Constructing a Simple Knitted Buttonholecomments (7) November 6th, 2008
Buttonholes are not difficult; it’s just a matter of binding off and casting on a few stitches. Most knitted items that incorporate a buttonhole are knitted either on a button band knitted separately from the body and attached later or are knitted right into the garment itself. Practice this foolproof technique and you will be prepared to tackle those sweet cardigan patterns you have been coveting. Imagine all the beautiful buttons you can adorn that perfect little sweater with. Buttonholes are also handy for home décor projects.
Easy Two-Row Buttonhole
Calculating the buttonhole size takes a little preplanning. On the row you would like the buttonhole, bind off the number of stitches you need to create the size buttonhole you would like. Most patterns will have done the math for you, but I’ll lay it out for you in case you are doing it from scratch. How big do you want the buttonhole? Refer to the gauge you are working with to determine how many stitches per inch you have. If you are making a baby sweater, you will use a tiny button and make a small buttonhole. If you are making a super-chunky sweater for yourself, you may have one up to 2 inches. Let’s make the big one for demonstration purposes.

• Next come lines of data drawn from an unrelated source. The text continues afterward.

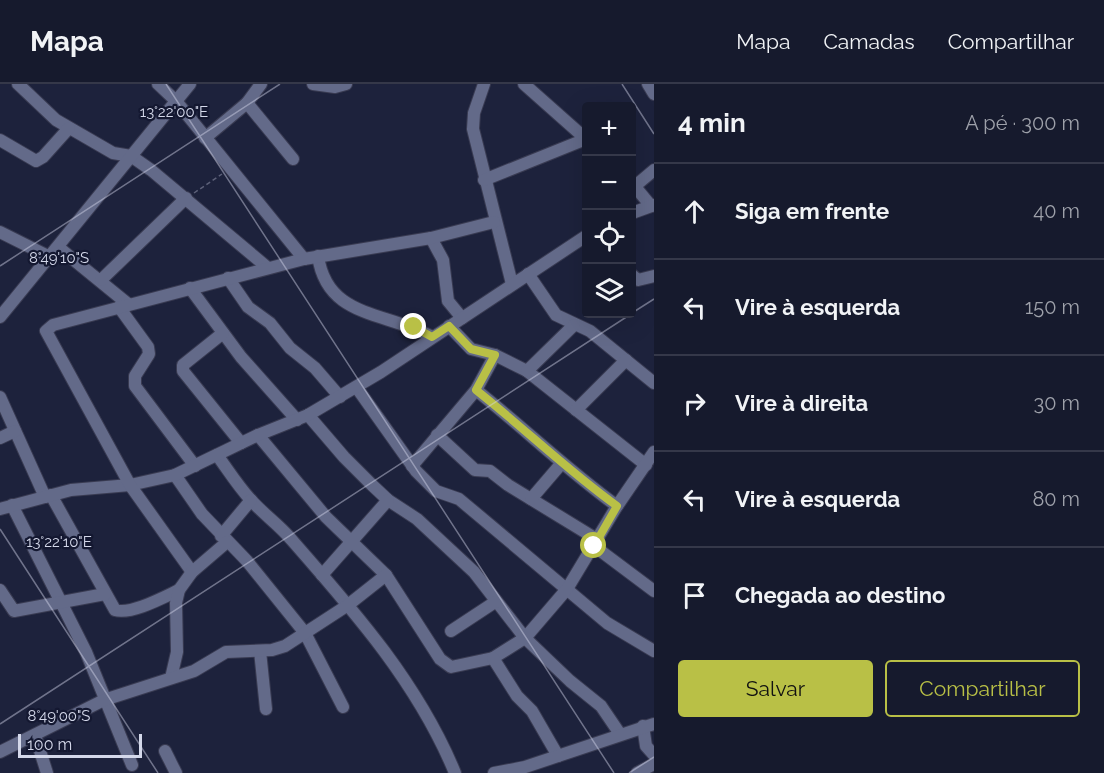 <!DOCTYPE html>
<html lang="pt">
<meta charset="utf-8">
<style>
body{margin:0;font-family:Raleway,sans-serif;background:#232739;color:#f1f3f6}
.controls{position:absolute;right:18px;top:18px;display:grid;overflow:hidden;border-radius:6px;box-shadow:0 6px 24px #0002}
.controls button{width:54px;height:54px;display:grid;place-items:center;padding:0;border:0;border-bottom:2px solid #353849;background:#161a2d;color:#f1f3f6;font:30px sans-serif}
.scale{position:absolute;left:18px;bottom:15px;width:124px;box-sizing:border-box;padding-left:6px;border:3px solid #d4d8ea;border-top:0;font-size:16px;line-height:21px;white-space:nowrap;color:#d4d8ea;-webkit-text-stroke:4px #141831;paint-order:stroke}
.stop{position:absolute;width:18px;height:18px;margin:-14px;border:4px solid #b9c046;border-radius:50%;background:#fff}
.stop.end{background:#b9c046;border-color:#fff;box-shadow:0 2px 6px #0008}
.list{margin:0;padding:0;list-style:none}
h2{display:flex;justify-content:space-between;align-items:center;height:78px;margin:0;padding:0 24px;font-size:26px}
h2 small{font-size:20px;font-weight:400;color:#9ea1aa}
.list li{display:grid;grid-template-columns:39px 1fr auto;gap:18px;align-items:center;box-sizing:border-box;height:96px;padding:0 24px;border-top:2px solid #353849}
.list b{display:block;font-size:22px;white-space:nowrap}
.list em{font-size:20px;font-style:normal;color:#9ea1aa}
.actions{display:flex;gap:12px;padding:18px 24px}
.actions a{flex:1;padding:14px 0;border:2px solid #b9c046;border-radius:6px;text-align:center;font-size:21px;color:#b9c046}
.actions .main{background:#b9c046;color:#111}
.icon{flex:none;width:33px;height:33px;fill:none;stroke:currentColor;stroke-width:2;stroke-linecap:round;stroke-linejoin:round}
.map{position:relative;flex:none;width:654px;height:689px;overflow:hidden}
header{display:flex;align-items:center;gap:36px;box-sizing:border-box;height:84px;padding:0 30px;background:#161a2d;border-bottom:2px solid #353849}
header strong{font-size:28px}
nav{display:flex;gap:33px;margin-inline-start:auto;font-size:21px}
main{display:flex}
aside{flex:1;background:#161a2d}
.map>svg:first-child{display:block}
</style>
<header>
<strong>Mapa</strong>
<nav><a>Mapa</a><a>Camadas</a><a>Compartilhar</a></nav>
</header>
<main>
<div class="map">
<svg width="654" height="689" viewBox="0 0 654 689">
<rect width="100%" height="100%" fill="#1d223c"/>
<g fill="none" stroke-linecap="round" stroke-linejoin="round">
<defs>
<g id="minor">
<path d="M18,0L56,36L113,69L131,72L151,86L268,184"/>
<path d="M158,0L176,17L304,175"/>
<path d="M313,0L335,3L346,0"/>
<path d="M484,0L474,29L473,45L512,200"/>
<path d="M524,0L586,55"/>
<path d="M648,0L654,10"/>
<path d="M247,19L293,75"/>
<path d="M205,54L247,19L261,0"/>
<path d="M0,56L36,77L43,73L69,44"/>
<path d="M484,96L586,55"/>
<path d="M632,99L651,122"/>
<path d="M635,102L654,86"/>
<path d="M632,129L654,121"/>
<path d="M0,148L50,173"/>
<path d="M431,154L443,176L448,217L462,234"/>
<path d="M58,163L128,220"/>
<path d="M318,172C327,235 386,227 432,253"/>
<path d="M528,190L556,231L590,247L654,299"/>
<path d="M632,191L638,196L654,192"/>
<path d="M228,194L248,223L270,239L290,264L315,284L340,313"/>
<path d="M101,196L186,114"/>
<path d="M190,204L241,273L297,336"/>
<path d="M119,223L148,263L149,270L135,292V302L195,382"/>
<path d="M0,233L190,0"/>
<path d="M449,242L471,265L495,271L527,287L646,381"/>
<path d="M223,249L183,281V287L241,359"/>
<path d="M527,287L574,241"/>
<path d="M357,304L416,387L436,407L459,415L607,539L654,567"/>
<path d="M476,306C524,344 567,386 617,422"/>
<path d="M0,313L45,413"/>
<path d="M576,326L626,276"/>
<path d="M308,331L344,373L372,401L388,416L417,435L474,488L525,554L570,597L601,622L620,650"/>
<path d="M258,351L326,433L386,491L440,575L451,583L493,574L525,554L567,505L617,422L654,368"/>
<path d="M437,351L475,386L490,387L508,401L598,456"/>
<path d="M0,354L15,347"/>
<path d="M217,371C228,386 238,402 250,415C262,429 278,440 290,454C354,527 418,599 455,689"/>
<path d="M412,382L476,306L495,271"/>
<path d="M175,391L202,430L247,477L305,549L343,623"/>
<path d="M51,411L115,526C131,531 164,513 179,506"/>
<path d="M531,415L561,380"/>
<path d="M12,421L86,568L132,681"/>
<path d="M0,425L71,406L130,401L175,391L258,351L308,331L381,288L586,152"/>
<path d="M221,452L251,416"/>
<path d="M594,462L654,507"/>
<path d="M192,488L130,401L46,247L53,241L304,175L431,154L494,138"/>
<path d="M322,491L388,416"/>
<path d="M0,506L14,527L105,510"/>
<path d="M451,547L495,518"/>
<path d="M260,567L266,625"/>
<path d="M493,574L517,612L532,627L558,672"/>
<path d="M171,594L177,568L176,519L179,506L192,488L227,458"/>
<path d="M643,642L646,662L654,671"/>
<path d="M35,651L47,689"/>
<path d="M165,667L176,689"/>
<path d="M0,668L104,616L194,587L226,568L272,566L285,562L348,521L386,491"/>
<path d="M494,689L525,683L654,640"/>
<path d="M637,689L654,680"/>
</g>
</defs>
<use href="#minor" stroke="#393b52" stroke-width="14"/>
<path stroke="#5d6179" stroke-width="1.5" stroke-dasharray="4.5 3" stroke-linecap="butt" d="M194,109L222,90"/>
<use href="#minor" stroke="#636a89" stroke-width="12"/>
</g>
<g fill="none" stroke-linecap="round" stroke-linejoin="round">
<path stroke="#b9c046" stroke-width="8" d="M414,243L432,253L449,242L471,265L495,271L476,306C524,344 567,386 617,422L594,462"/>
</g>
<path fill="none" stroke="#d4d8ea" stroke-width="1.5" stroke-opacity="0.45" d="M166,0L614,689M622,0L654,50M0,182L280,0M632,229L654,215M0,445L158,689M0,640L631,230M629,689L654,673"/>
<g font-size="15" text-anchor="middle" fill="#d4d8ea" stroke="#141831" stroke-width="4.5" stroke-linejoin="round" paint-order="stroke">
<text x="174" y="33">13°22'00"E</text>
<text x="59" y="179">8°49'10"S</text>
<text x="59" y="463">13°22'10"E</text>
<text x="59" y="637">8°49'00"S</text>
</g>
</svg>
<div class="controls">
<button>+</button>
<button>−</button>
<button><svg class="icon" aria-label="locate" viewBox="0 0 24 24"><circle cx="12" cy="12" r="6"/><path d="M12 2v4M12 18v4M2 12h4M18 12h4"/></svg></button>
<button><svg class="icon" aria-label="layers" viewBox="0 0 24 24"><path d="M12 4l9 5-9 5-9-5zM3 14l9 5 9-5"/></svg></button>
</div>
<div class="scale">100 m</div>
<div class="stop" style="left:594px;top:462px"></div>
<div class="stop end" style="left:414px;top:243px"></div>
</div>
<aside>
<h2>4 min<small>A pé · 300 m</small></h2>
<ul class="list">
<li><svg class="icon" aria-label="ahead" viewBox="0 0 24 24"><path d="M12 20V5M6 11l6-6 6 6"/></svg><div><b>Siga em frente</b></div><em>40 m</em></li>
<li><svg class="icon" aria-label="left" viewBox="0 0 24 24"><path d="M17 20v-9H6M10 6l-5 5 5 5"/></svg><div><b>Vire à esquerda</b></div><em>150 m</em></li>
<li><svg class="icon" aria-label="right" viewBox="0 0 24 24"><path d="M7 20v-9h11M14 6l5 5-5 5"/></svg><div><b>Vire à direita</b></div><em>30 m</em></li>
<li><svg class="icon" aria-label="left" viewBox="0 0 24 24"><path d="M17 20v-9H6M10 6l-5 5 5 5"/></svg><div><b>Vire à esquerda</b></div><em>80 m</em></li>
<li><svg class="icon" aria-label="arrive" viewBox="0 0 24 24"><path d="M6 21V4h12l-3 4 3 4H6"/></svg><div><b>Chegada ao destino</b></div></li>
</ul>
<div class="actions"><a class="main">Salvar</a><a>Compartilhar</a></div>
</aside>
</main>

The yarn I am using is worsted weight, and on a size 10 needle the gauge is 3.5 stitches per inch. I’d like to use a dramatic 1-1/2-inch button, which means I need a buttonhole slightly smaller than the button to keep a snug fit. Remember that knitted buttonholes have a tendency to stretch, so don’t make yours too big. Binding off 4 stitches (4 divided by 3.5 = 1.14 inches) is too small. Binding off 5 stitches (5 divided by 3.5 = 1.43 inches) is perfect!
Row one (purl row)
Purl to buttonhole placement, bind off 5 stitches as follows:
Purl 2, then with the tip of the left needle carry the first stitch purled over the second stitch purled, one stitch remains.
*Purl, carry the original stitch over, one stitch remains. Repeat from * 3 more times for a total of 5 stitches bound off.
Knit to the bound-off stitches and cast on 5 stitches. The easiest way to cast on stitches is to use the backwards loop cast-on (aka the single cast-on). Make a backwards loop, place it over the right-hand needle, and repeat until you have 5 new stitches on the needle.
When you reach the 5 cast-on stitches, purl through the back of the stitches, which will provide a tight, secure stitch.